Available data:
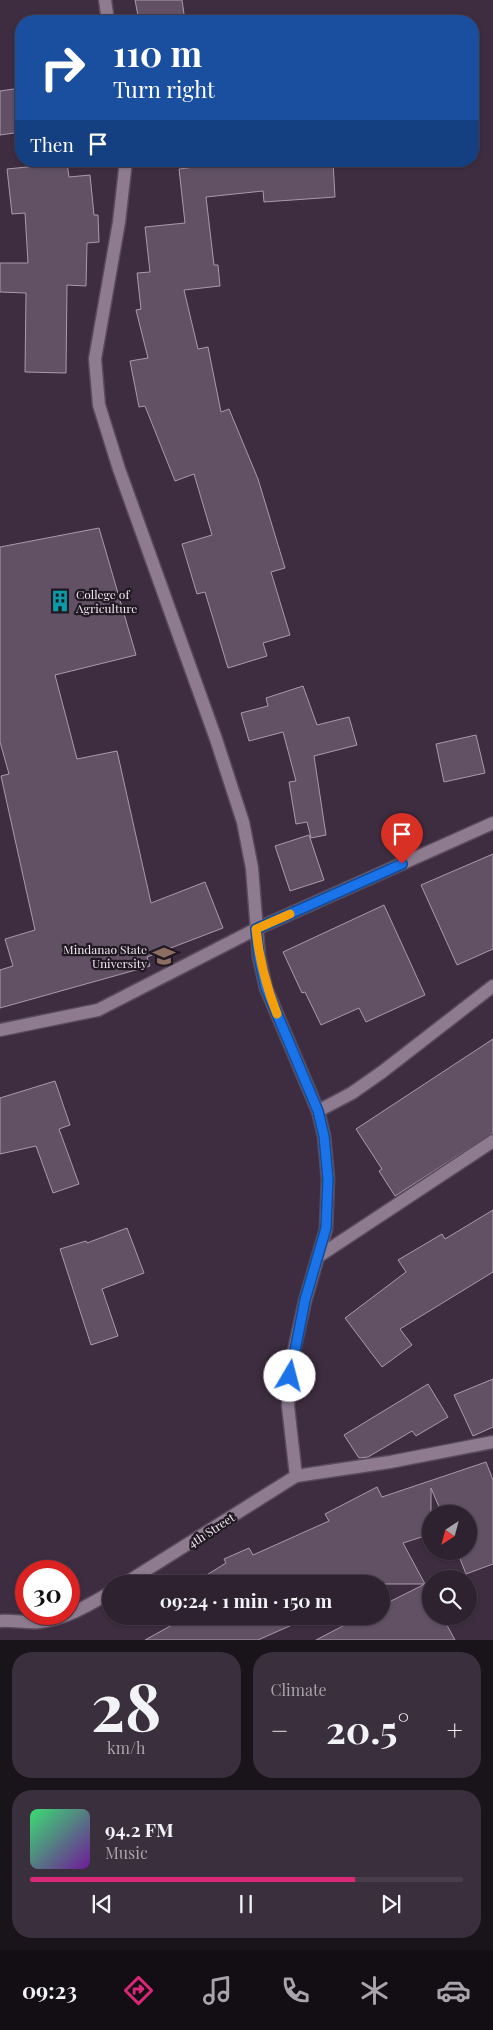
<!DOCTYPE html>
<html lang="en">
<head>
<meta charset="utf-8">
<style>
	:root { --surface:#2e2230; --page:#3a2f3c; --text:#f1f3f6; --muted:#a7a4ab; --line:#493f4c; --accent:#db2777 }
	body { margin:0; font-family:"Playfair Display",serif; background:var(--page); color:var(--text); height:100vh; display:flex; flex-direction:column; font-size:19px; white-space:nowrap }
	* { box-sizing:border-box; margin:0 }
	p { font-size:16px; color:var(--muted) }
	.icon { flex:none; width:28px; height:28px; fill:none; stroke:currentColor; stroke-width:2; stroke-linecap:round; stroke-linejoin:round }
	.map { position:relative; height:1640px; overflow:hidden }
	.drawer { display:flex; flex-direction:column; gap:12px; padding:12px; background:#19131a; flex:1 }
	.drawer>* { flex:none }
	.banner { position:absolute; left:15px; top:15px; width:464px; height:152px; border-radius:20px; box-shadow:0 1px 4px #0004,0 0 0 1px var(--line); background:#1a4fa0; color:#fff; overflow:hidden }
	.needle { width:32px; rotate:216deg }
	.tools { position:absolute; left:422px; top:1505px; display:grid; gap:10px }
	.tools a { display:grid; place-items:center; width:55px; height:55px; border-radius:50%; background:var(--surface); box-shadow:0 1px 4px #0004,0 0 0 1px var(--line); font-size:25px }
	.speed { position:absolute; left:15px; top:1560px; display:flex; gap:10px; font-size:25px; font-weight:700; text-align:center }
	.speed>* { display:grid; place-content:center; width:65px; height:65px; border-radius:50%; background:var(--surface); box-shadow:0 1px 4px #0004,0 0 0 1px var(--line); line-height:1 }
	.speed .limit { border:8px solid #d22; background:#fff; color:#111 }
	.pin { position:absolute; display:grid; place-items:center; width:42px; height:42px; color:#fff; margin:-51px -21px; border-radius:50% 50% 50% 0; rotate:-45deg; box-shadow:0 0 5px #0007 }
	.pin .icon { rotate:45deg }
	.me { position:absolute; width:55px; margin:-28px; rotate:8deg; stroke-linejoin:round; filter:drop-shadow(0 0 4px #0008) }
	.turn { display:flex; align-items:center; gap:18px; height:105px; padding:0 15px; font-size:22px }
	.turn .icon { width:65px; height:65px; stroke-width:2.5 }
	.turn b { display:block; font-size:35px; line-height:42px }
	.then { display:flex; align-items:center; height:48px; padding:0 15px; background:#0003; gap:10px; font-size:19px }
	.big { font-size:38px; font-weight:700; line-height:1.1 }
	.drawer .widget { flex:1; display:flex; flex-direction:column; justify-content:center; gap:8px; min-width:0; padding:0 18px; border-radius:20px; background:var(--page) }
	.drawer .dial { align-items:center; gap:0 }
	.dial b { font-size:65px; line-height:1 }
	.song { display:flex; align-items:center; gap:15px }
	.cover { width:60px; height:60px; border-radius:8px; background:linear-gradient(135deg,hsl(140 70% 55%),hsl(280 70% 35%)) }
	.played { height:5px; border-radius:2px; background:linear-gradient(90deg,var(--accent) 75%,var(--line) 75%) }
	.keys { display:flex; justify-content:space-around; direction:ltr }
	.heat { display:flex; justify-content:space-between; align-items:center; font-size:28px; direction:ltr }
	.drawer .tiles { flex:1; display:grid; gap:12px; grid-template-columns:1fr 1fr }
	.widget:last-child { grid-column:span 2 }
	.trip { position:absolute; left:102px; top:1575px; width:288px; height:50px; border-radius:25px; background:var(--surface); box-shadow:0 1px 4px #0004,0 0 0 1px var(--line); font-weight:700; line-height:50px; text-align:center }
	.menu { display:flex; height:80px; justify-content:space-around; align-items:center; background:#120e13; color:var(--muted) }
	.menu .icon { width:35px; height:35px }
	.menu .active { color:var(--accent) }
	.menu b { font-size:22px; color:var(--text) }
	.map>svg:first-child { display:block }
	.building { fill:#625165; stroke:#ac98ae }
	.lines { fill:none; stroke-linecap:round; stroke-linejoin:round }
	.minor-casing { stroke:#594b5b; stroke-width:15 }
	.minor { stroke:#8e7b90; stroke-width:12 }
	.route-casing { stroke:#114b97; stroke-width:12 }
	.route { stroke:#1a73e8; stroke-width:9 }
	.slow { stroke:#f59e0b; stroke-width:9 }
	.labels { text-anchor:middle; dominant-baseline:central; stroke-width:4.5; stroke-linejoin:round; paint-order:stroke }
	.poi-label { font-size:12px; fill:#efe5f1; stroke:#201921; text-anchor:start }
	.street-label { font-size:12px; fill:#efe5f1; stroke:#201921 }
</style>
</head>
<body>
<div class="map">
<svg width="493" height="1640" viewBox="0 0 493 1640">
	<rect width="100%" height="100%" fill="#3e2d40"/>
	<g class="building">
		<polygon points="135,0 182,0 185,21 139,21"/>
		<polygon points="21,88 21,132 0,135 0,91"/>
		<polygon points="247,161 333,161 335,197 264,202 263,191 206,197 214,265 218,265 220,286 184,290 198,349 208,347 221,412 229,409 258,479 285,568 271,572 290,635 263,643 267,656 228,668 205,592 197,594 182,544 212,535 194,474 175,481 145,406 139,407 130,361 148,358 136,310 141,309 137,273 150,272 145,227 185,223 179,169"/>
		<polygon points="67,163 69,177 90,175 94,215 98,215 99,242 87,243 86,286 67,285 66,373 25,372 26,293 0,292 0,263 28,263 25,213 12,214 7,169"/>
		<polygon points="99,528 136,655 55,675 77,759 117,751 151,903 205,882 223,928 147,957 150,966 0,1008 0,970 13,966 5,939 35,930 1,776 9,774 0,742 0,547"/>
		<polygon points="303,686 317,725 349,717 357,745 314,756 326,835 311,838 307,822 296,824 289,782 296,781 283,732 249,741 241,713 268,706 266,698"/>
		<polygon points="476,735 485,773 444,782 436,744"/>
		<polygon points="309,835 324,880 290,891 275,846"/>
		<polygon points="493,854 493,949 457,965 421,885"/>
		<polygon points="384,905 425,995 366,1022 359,1008 321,1025 305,992 302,993 283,952"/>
		<polygon points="493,1039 493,1133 395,1196 379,1171 382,1169 356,1129"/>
		<polygon points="55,1081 70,1125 59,1129 79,1184 53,1193 36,1146 0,1154 0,1098"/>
		<polygon points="493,1210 493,1272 400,1329 412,1345 382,1367 345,1318 406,1272 398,1260 442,1234 445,1239"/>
		<polygon points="127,1228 144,1273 102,1289 118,1336 91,1345 60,1249 86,1241 87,1243"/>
		<polygon points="493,1379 493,1427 473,1436 454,1395"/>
		<polygon points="428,1384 448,1417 416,1436 412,1431 368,1457 359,1458 344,1435"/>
		<polygon points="486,1462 493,1480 493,1564 466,1574 457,1551 469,1551 469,1514 442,1514 431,1488 431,1534 403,1543 425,1584 192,1584 226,1563 224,1559 249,1548 253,1555 329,1521 325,1514 377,1487 382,1497"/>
		<polygon points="425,1584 431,1595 431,1616 442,1616 455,1640 316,1640 362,1616 381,1616 381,1606"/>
		<polygon points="181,1616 289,1616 292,1625 258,1640 145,1640 183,1619"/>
	</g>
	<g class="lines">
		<g class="minor-casing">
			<g id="minor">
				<polyline points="105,0 108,21"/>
				<polyline points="126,161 119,222 95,359 99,405 119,469 216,739 243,822 252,868 259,957 266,988 318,1111 324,1136 328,1179 326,1229 305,1301 292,1360 288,1406 296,1476"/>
				<polyline points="0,1030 98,1010 256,929 493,823"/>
				<polyline points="318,1111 352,1093 382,1072 493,986"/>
				<polyline points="319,1256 493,1141"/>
				<polyline points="124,1584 296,1476 390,1462 493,1442"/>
				<path d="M 0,1621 C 13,1620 26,1623 39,1622 C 66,1619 89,1605 111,1592"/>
			</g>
		</g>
		<use href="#minor" class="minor"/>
	</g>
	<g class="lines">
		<g class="route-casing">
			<polyline id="route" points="290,1376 305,1300 326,1228 328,1179 324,1136 318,1111 266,988 259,957 256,929 402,864"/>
		</g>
		<use href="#route" class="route"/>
		<path class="slow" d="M 277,1014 C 266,986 259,959 256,929 L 290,914"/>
	</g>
	<defs>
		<g id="building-bare" transform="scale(1.725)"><path d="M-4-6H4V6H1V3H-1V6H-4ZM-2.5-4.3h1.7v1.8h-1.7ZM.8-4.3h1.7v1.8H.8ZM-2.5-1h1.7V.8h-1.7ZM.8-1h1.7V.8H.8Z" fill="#0f9aa8" stroke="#201921" stroke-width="2.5" paint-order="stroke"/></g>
		<g id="university-bare" transform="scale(1.725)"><path d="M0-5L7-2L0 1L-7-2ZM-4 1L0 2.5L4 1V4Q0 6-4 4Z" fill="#8d6e63" stroke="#201921" stroke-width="2.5" paint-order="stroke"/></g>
	</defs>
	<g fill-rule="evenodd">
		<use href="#building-bare" x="60" y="601"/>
		<use href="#university-bare" x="164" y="956"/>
	</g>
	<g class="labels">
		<g class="poi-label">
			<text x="76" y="594">College of<tspan x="76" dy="14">Agriculture</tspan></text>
			<text x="147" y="949" text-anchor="end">Mindanao State<tspan x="147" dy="14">University</tspan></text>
		</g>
		<g class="street-label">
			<text transform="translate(211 1530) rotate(-33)">4th Street</text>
		</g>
	</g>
</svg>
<div class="tools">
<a><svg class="needle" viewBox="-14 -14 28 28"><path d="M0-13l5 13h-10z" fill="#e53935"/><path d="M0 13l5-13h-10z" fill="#a7a4ab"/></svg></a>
<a><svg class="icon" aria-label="search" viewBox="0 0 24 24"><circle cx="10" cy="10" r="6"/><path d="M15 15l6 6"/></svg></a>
</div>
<div class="speed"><div class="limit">30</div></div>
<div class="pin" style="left:402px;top:864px;background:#d93025"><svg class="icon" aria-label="arrive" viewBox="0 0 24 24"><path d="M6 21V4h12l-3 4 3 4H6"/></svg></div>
<svg class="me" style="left:290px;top:1376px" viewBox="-20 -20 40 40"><circle r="19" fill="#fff"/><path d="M0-13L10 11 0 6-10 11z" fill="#1a73e8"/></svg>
<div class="trip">09:24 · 1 min · 150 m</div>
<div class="banner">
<div class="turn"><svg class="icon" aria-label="right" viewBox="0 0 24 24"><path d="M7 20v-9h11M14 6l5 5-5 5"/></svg><div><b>110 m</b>Turn right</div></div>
<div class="then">Then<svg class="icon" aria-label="arrive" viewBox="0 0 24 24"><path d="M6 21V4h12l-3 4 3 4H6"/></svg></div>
</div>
</div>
<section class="drawer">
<div class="tiles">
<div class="widget dial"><b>28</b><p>km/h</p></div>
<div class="widget"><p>Climate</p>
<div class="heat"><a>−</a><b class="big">20.5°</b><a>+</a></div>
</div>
<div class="widget">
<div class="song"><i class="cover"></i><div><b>94.2 FM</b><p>Music</p></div></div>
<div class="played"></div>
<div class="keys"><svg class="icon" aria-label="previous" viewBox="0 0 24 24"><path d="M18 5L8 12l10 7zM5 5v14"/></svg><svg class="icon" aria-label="pause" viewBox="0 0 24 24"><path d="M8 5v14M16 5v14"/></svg><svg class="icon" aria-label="next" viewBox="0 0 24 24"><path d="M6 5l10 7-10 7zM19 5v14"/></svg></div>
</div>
</div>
</section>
<nav class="menu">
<b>09:23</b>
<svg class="icon active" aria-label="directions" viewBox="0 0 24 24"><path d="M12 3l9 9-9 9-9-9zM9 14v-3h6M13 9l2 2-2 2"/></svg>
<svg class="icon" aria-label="music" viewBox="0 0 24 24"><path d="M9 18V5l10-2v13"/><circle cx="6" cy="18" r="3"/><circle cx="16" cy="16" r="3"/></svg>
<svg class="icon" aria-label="phone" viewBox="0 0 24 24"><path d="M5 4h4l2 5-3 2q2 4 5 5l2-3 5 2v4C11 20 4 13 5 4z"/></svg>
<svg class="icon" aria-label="climate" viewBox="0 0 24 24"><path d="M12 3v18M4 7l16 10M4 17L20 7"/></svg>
<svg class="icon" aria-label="car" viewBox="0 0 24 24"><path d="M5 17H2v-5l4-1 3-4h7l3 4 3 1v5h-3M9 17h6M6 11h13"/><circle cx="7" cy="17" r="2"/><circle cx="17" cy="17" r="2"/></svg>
</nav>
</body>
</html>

Task: In the lines above, find each one with "tools" and list it.

Output below:
	.tools { position:absolute; left:422px; top:1505px; display:grid; gap:10px }
	.tools a { display:grid; place-items:center; width:55px; height:55px; border-radius:50%; background:var(--surface); box-shadow:0 1px 4px #0004,0 0 0 1px var(--line); font-size:25px }
<div class="tools">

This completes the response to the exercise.